Research Hub Updates: Skill Extraction

Is Facebook a job skill? It depends.

This post regards a recent update to the Data@Work Research Hub, a collection of public datasets about the US labor market. It is produced by the Open Skills Project, an initiative based at the Center for Data Science and Public Policy at the University of Chicago. If you’re unfamiliar, check out our introductory post here.

When we launched the initial version of the Data@Work Research Hub, we had a problem.

A snippet of job titles and their associated skills in the Research Hub

There are a few highly visible problems here. Why are Facebook, Twitter, and Instagram so popular? What is Forth? To understand why these show up so often, it helps to explain how skill extraction works in the first version of the Research Hub.

Naive Skill Extraction

The initial version of the skill extraction for the Research Hub is rudimentary. We are building off of the commonly-used ONET jobs and skills taxonomy, which is updated gradually based on survey data over time. For skills, ONET catalogs a mixture of hard skills, soft skills, and tools under a variety of categories they call Knowledge, Skills, Abilities, and Technology Skills. For the purposes of extraction, we pool these together into a broader list that we refer to as skills.

We take this combined list (about 20k in total, most of them technology skills) and look for members from the list in each job posting text. If one shows up, we tag it. This works in many cases, but sometimes the text shows up in job postings for other reasons, such as a link to more information about the company (facebook) or as a common word (forth).

How do we fix this?

Figuring out whether or not a matched word or phrase from the ONET taxonomy is a real skill in this context is not a simple problem. We are working on more robust solutions to this problem, which I’ll mention later in the post. To produce a much smaller list whose precision we can be more confident in, we can as a short-term fix start filtering by the job posting’s SOC (occupation) code.

These job postings also have a code for the occupation. Our data partners classify the SOC code of the posting and send it to us. ONET publishes their list of skills per SOC code. By using this information, we can filter down the list of skills we found to what ONET considers skills relevant to the occupation. We will no longer indicate that (all jokes about work procrastination aside) cost accountants need to be well-versed in Facebook, but marketing managers still do. We also will not tell you that cashiers, RNs, and English professors need to know a programming language invented in 1970.

Is this a good solution?

By using this approach, the list of skills we get is quite small.
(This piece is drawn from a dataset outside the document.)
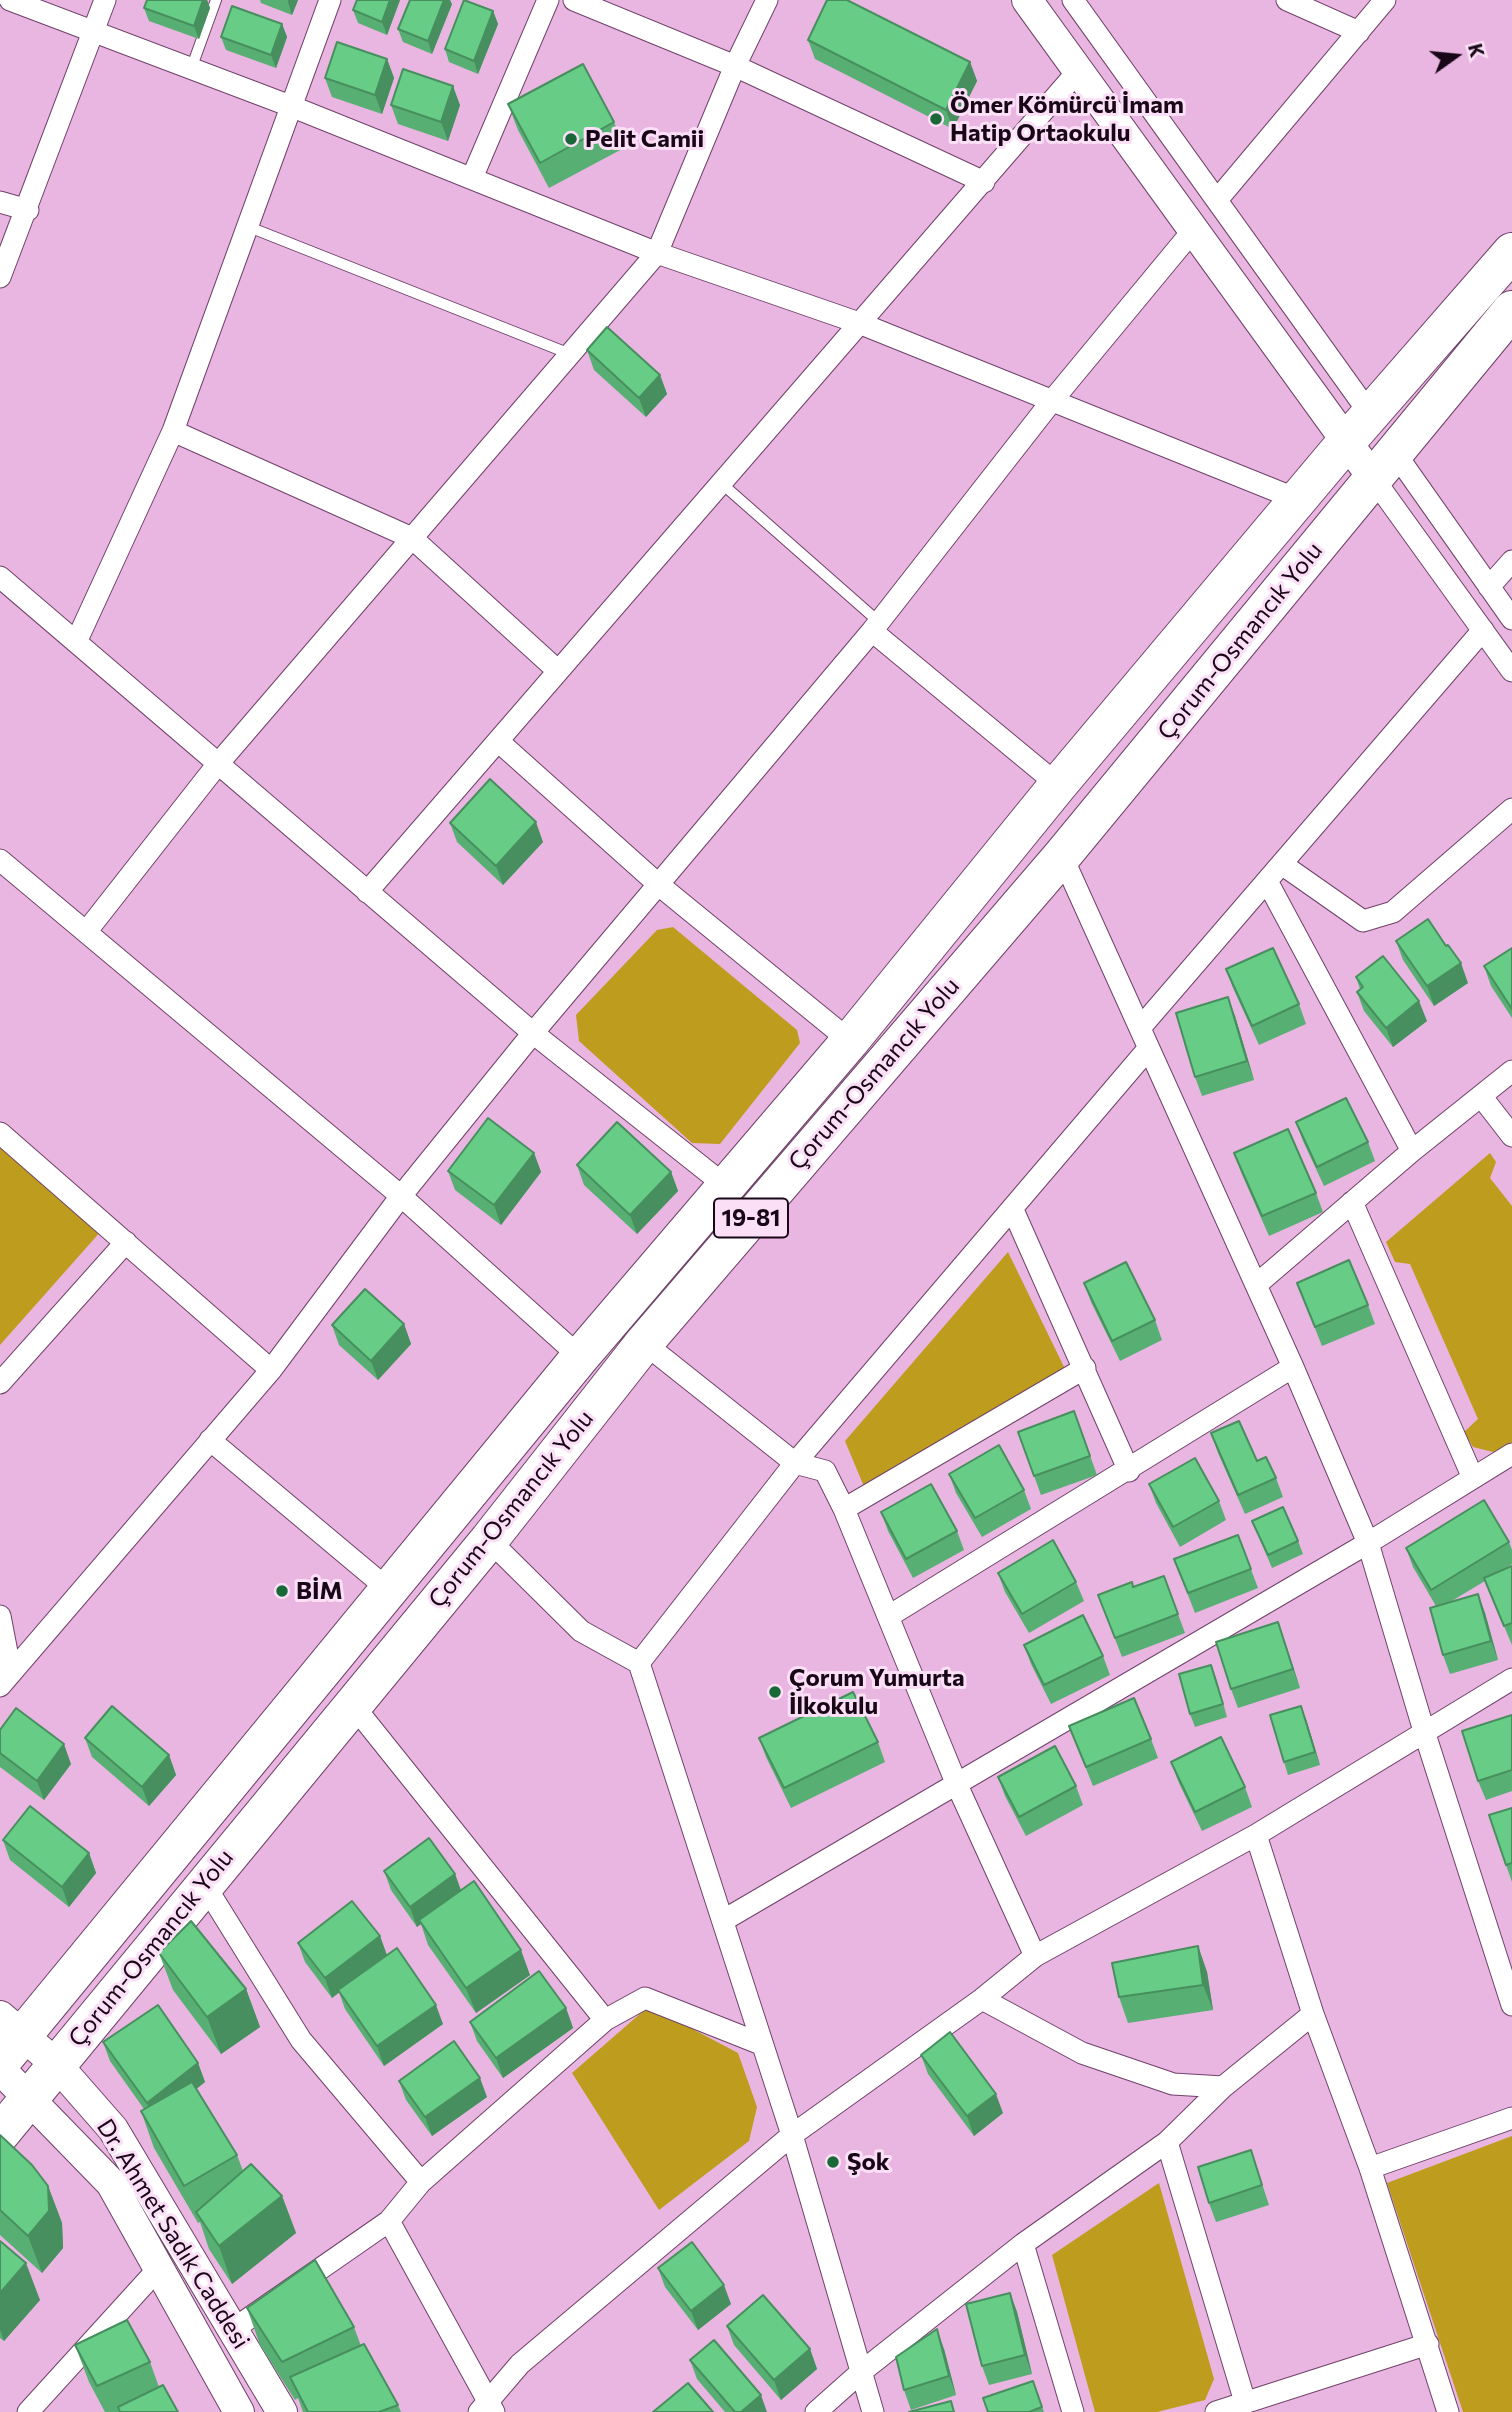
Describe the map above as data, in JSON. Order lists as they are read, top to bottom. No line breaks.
{"streets":{"highway":["Çorum-Osmancık Yolu","19-81"],"street":["Dr. Ahmet Sadık Caddesi"]},"crossings":[["Çorum-Osmancık Yolu","Dr. Ahmet Sadık Caddesi"]],"places":["Ömer Kömürcü İmam Hatip Ortaokulu","Pelit Camii","BİM","Çorum Yumurta İlkokulu","Şok"],"north":"right"}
So small, in fact we rarely extract any skills from the job postings. This solution pins us to what ONET currently knows about, when in reality we want to work towards extending ONET’s taxonomy by using insights gleaned from job postings.

We are improving precision at the expense of recall, and this highlights something that is important to understand: the language used in ONET rarely matches the language used in job postings. The skills are in there, and we need another way to extract them, but as a stopgap let’s be more picky.

If you really want the old version, it’s archived on the Research Hub.

What’s next?

We’re working on some far better solutions for generating phrases that we think may be skills, untethered from the current ONET taxonomy: rule-based methods, word embedding, and conditional random fields. We’re also working on a web labeling solution to more effectively gauge precision and recall of various methods.

You’ll hear much more about these new approaches in later blog posts. Until then, don’t use version 1 of the Research Hub as an excuse to spend hours a day at work on Facebook: the US economy will thank you for it.